Within the surrounding literature, AutoInject belongs to a broader shift from manual prompt engineering toward automated attack optimization in agentic systems. Related directions include semantic-search-based automated prompt injection in AgentDojo (Hofer et al., 9 Jun 2026), no-box tool-selection hijacking through optimized malicious tool documents (Shi et al., 28 Apr 2025), and closed-loop stealthy skill poisoning for coding agents (Jia et al., 15 Feb 2026). The name AutoInject has also been used independently for a direct message-corruption mechanism in studies of multi-agent robustness, where it denotes controlled rewriting of inter-agent messages rather than RL-based prompt injection (Huang et al., 2024).
The broader implication is that indirect prompt injection is better understood as an end-to-end behavioral optimization problem than as a token-level jailbreak variant.

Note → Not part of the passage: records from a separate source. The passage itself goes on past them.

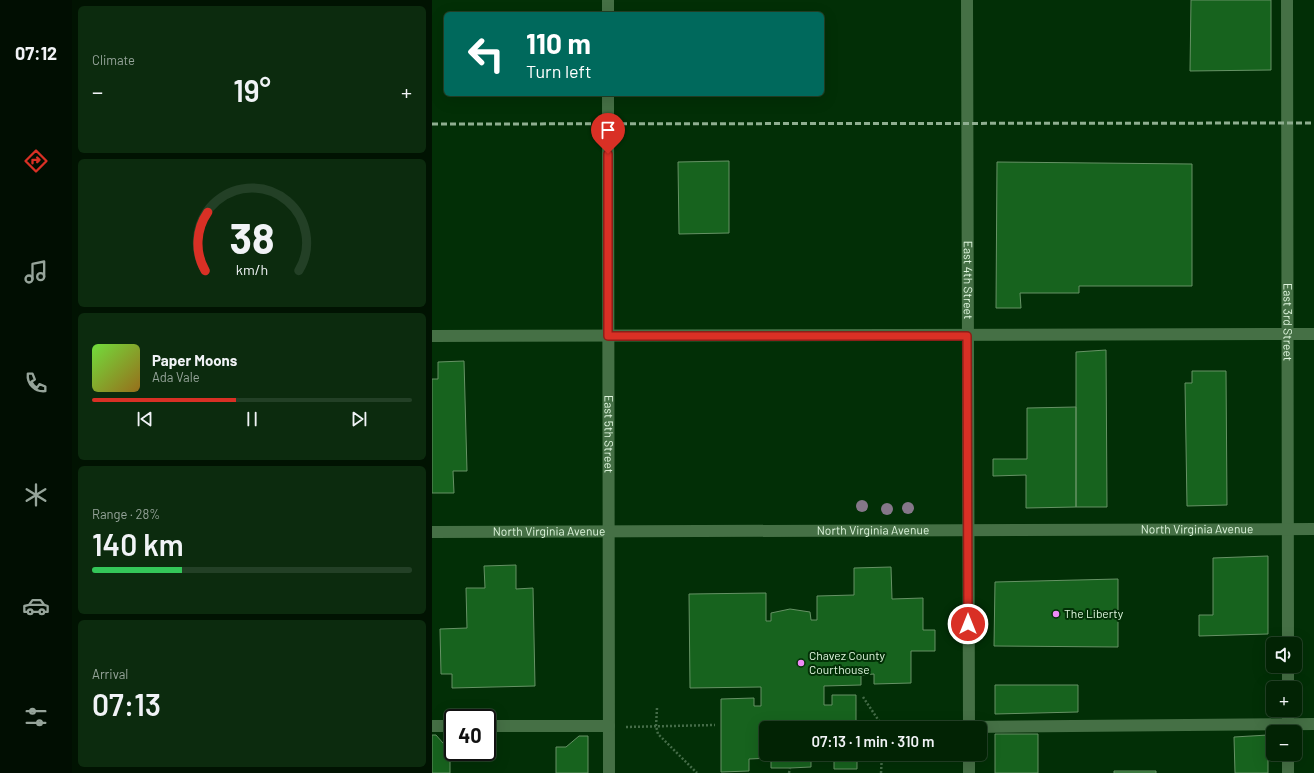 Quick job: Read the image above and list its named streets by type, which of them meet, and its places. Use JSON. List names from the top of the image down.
{
  "streets": {
    "street": [
      "East 4th Street",
      "East 3rd Street",
      "East 5th Street",
      "North Virginia Avenue"
    ]
  },
  "crossings": [
    ["East 4th Street", "North Virginia Avenue"],
    ["East 3rd Street", "North Virginia Avenue"],
    ["East 5th Street", "North Virginia Avenue"]
  ],
  "places": ["The Liberty", "Chavez County Courthouse"],
  "page": {
    "tabs": "07:12",
    "tile": [
      "Climate",
      ["Range · 28%", "140 km"],
      ["Arrival", "07:13"]
    ],
    "turn": ["110 m", "Turn left"],
    "heat": ["−", "19°", "+"],
    "song": ["Paper Moons", "Ada Vale"],
    "map_buttons": ["+", "−"],
    "limit": "40",
    "trip": "07:13 · 1 min · 310 m",
    "gauge": ["38", "km/h"]
  }
} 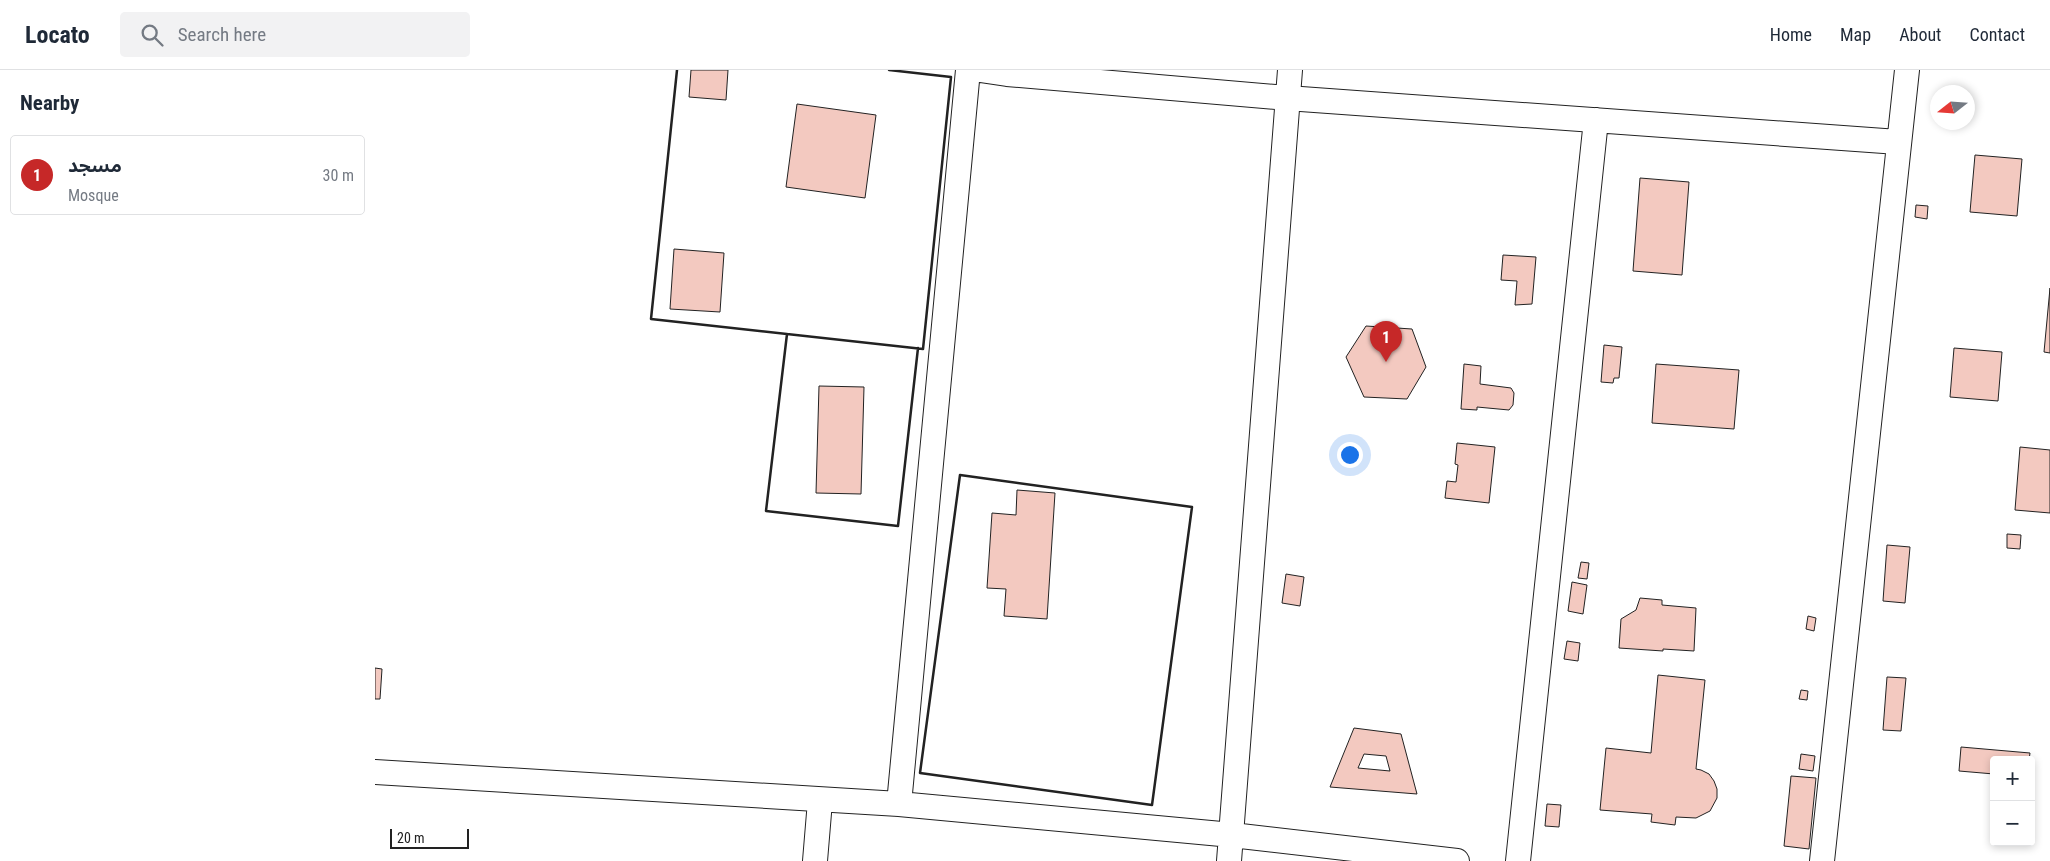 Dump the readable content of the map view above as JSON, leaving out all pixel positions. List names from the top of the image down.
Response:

AutoInject operationalizes that view by optimizing for successful malicious action execution, correct parameter binding, and benign-task preservation simultaneously. This suggests that future defenses must handle adaptive, utility-preserving, transferable prompt injections, not merely known templates or overt override strings (Chen et al., 5 Feb 2026).